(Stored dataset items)
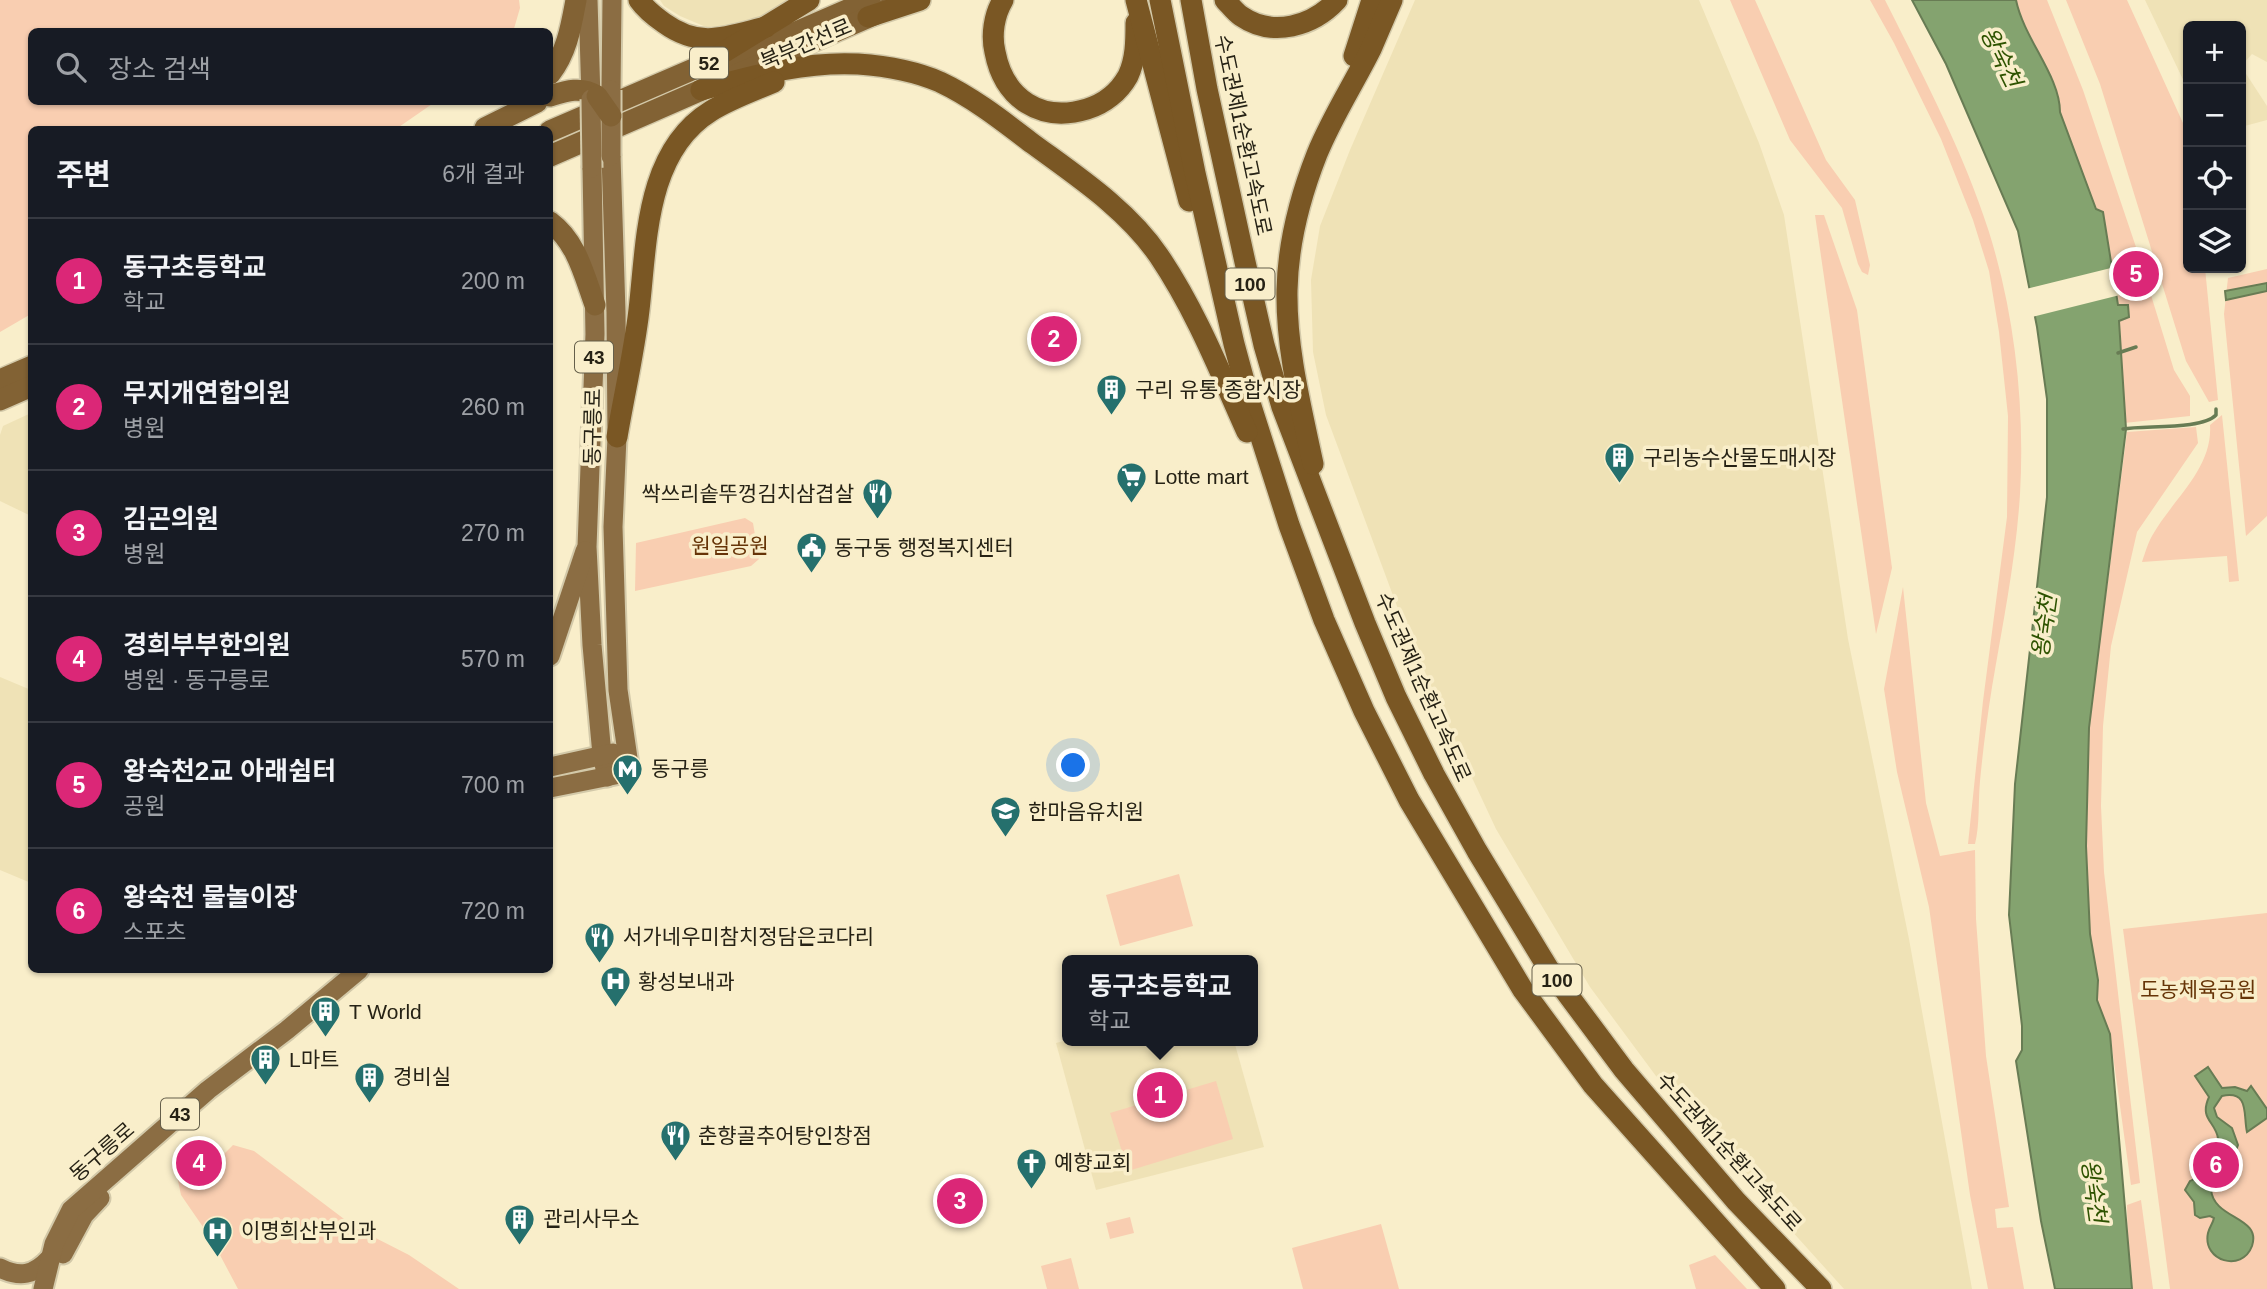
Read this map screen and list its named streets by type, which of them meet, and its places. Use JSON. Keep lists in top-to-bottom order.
{
  "streets": {
    "highway": [
      "북부간선로",
      "52",
      "수도권제1순환고속도로",
      "100"
    ],
    "main road": ["43", "동구릉로"]
  },
  "water": ["왕숙천"],
  "parks": ["원일공원", "도농체육공원"],
  "places": {
    "building": [
      "구리 유통 종합시장",
      "구리농수산물도매시장",
      "T World",
      "L마트",
      "경비실",
      "관리사무소"
    ],
    "supermarket": ["Lotte mart"],
    "restaurant": ["싹쓰리솥뚜껑김치삼겹살", "서가네우미참치정담은코다리", "춘향골추어탕인창점"],
    "public building": ["동구동 행정복지센터"],
    "metro station": ["동구릉"],
    "school or university": ["한마음유치원"],
    "hospital": ["황성보내과", "이명희산부인과"],
    "church": ["예향교회"]
  },
  "page": {
    "map_buttons": ["+", "−"],
    "search": "장소 검색",
    "heading": ["주변", "6개 결과"],
    "list": [
      {
        "mark": "1",
        "name": "동구초등학교",
        "note": "학교",
        "value": "200 m"
      },
      {
        "mark": "2",
        "name": "무지개연합의원",
        "note": "병원",
        "value": "260 m"
      },
      {
        "mark": "3",
        "name": "김곤의원",
        "note": "병원",
        "value": "270 m"
      },
      {
        "mark": "4",
        "name": "경희부부한의원",
        "note": "병원 · 동구릉로",
        "value": "570 m"
      },
      {
        "mark": "5",
        "name": "왕숙천2교 아래쉼터",
        "note": "공원",
        "value": "700 m"
      },
      {
        "mark": "6",
        "name": "왕숙천 물놀이장",
        "note": "스포츠",
        "value": "720 m"
      }
    ],
    "pins": [
      "5",
      "2",
      "1",
      "4",
      "6",
      "3"
    ],
    "popup": ["동구초등학교", "학교"]
  }
}
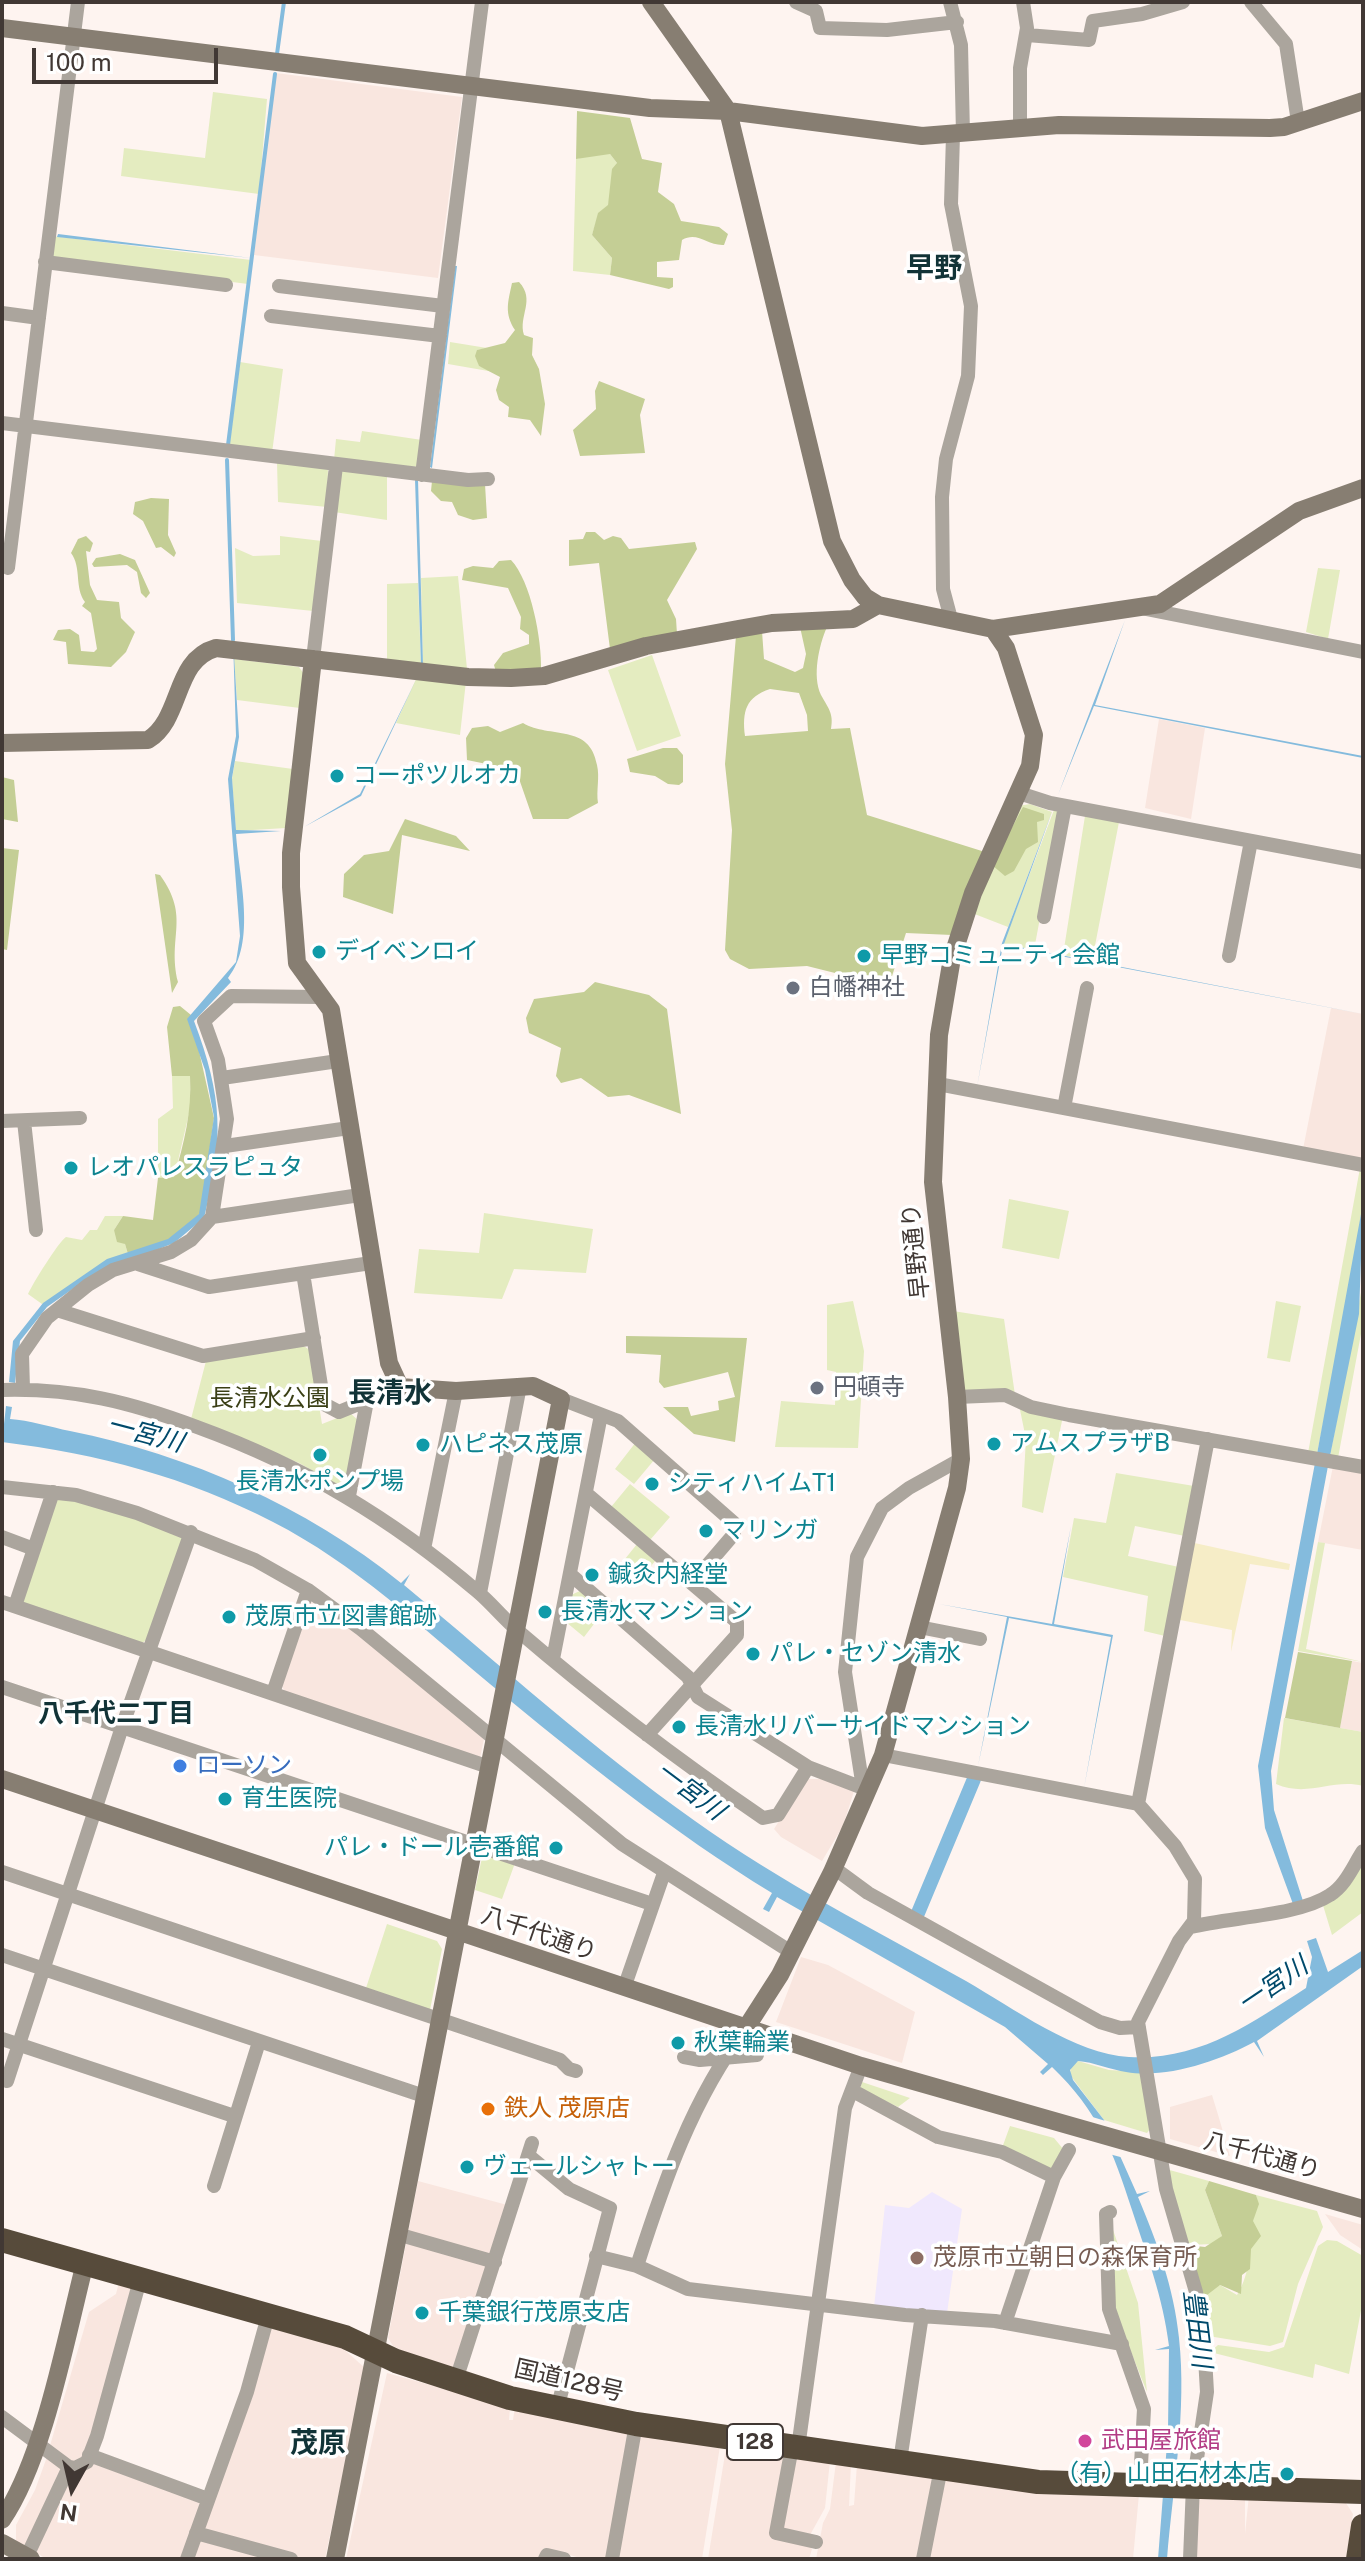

EXERCISE DETAILS:
Write out the entries above verbatim; the pictures do not belong in your copy.

REPLY:
Read this map screen and list its named streets by type, which of them meet, and its places. Use JSON. Keep lists in top-to-bottom order.
{
  "streets": {
    "highway": [
      "북부간선로",
      "52",
      "수도권제1순환고속도로",
      "100"
    ],
    "main road": ["43", "동구릉로"]
  },
  "water": ["왕숙천"],
  "parks": ["원일공원", "도농체육공원"],
  "places": {
    "building": [
      "구리 유통 종합시장",
      "구리농수산물도매시장",
      "T World",
      "L마트",
      "경비실",
      "관리사무소"
    ],
    "supermarket": ["Lotte mart"],
    "restaurant": ["싹쓰리솥뚜껑김치삼겹살", "서가네우미참치정담은코다리", "춘향골추어탕인창점"],
    "public building": ["동구동 행정복지센터"],
    "metro station": ["동구릉"],
    "school or university": ["한마음유치원"],
    "hospital": ["황성보내과", "이명희산부인과"],
    "church": ["예향교회"]
  },
  "page": {
    "map_buttons": ["+", "−"],
    "search": "장소 검색",
    "heading": ["주변", "6개 결과"],
    "list": [
      {
        "mark": "1",
        "name": "동구초등학교",
        "note": "학교",
        "value": "200 m"
      },
      {
        "mark": "2",
        "name": "무지개연합의원",
        "note": "병원",
        "value": "260 m"
      },
      {
        "mark": "3",
        "name": "김곤의원",
        "note": "병원",
        "value": "270 m"
      },
      {
        "mark": "4",
        "name": "경희부부한의원",
        "note": "병원 · 동구릉로",
        "value": "570 m"
      },
      {
        "mark": "5",
        "name": "왕숙천2교 아래쉼터",
        "note": "공원",
        "value": "700 m"
      },
      {
        "mark": "6",
        "name": "왕숙천 물놀이장",
        "note": "스포츠",
        "value": "720 m"
      }
    ],
    "pins": [
      "5",
      "2",
      "1",
      "4",
      "6",
      "3"
    ],
    "popup": ["동구초등학교", "학교"]
  }
}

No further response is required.